To answer this, several ‘ingredients’ need to go into the melting pot. As well as health effects, global food production and distribution contribute to climate change and environmental damage through release of greenhouse gas emissions (GHGEs), water and land use, pollution and biodiversity loss. Experts say that most of our current eating habits are unsustainable and harming the planet.

How do we continue to feed ourselves without destroying the planet?

By definition, healthy sustainable diets are nutritious, affordable and accessible, culturally acceptable and have a low environmental impact. The best balance between these aspects is achieved by eating a varied predominantly plant-based diet, reducing food loss/waste and improving food production practices, say the authors of this article.
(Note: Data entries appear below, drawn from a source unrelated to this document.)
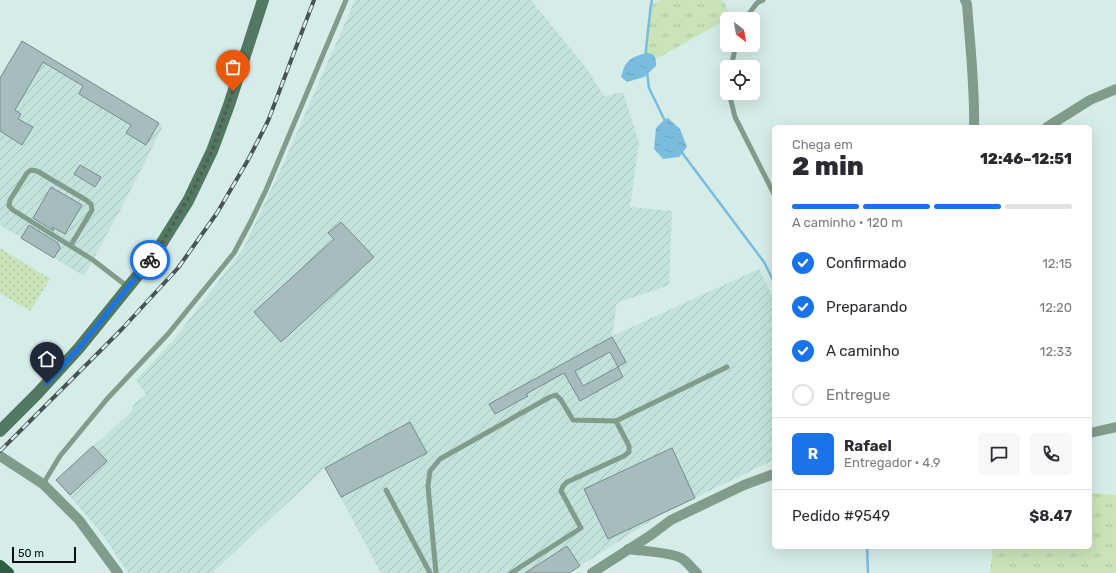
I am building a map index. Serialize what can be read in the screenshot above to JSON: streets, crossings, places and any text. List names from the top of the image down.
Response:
{
  "scale_bar": "50 m",
  "north": "bottom right",
  "page": {
    "heading": ["2 min", "Chega em", "12:46–12:51"],
    "panel": [
      "Rafael",
      "Entregador · 4.9",
      "Pedido #9549",
      "$8.47"
    ],
    "bar": "A caminho · 120 m",
    "list": [
      ["Confirmado", "12:15"],
      ["Preparando", "12:20"],
      ["A caminho", "12:33"],
      "Entregue"
    ],
    "round": "R",
    "scale": "50 m"
  }
}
Healthy sustainable diets may be, for example, flexitarian, pescatarian, vegetarian or vegan.

  • A flexitarian diet contains high levels of plant-sourced foods, moderate amounts of poultry, fish, eggs and dairy, and low levels of meat.
  • A territorial diversified diet (TDD, eg, Mediterranean and New Nordic diets) is a region-specific flexitarian diet that primarily includes seasonal, locally-sourced foods.
  • A vegetarian diet includes plant-sourced foods, dairy and eggs but excludes meat and fish.
  • A pescatarian diet is a vegetarian diet that includes fish.
  • A vegan diet excludes all animal-sourced foods (eg, meat, fish, dairy, eggs, honey).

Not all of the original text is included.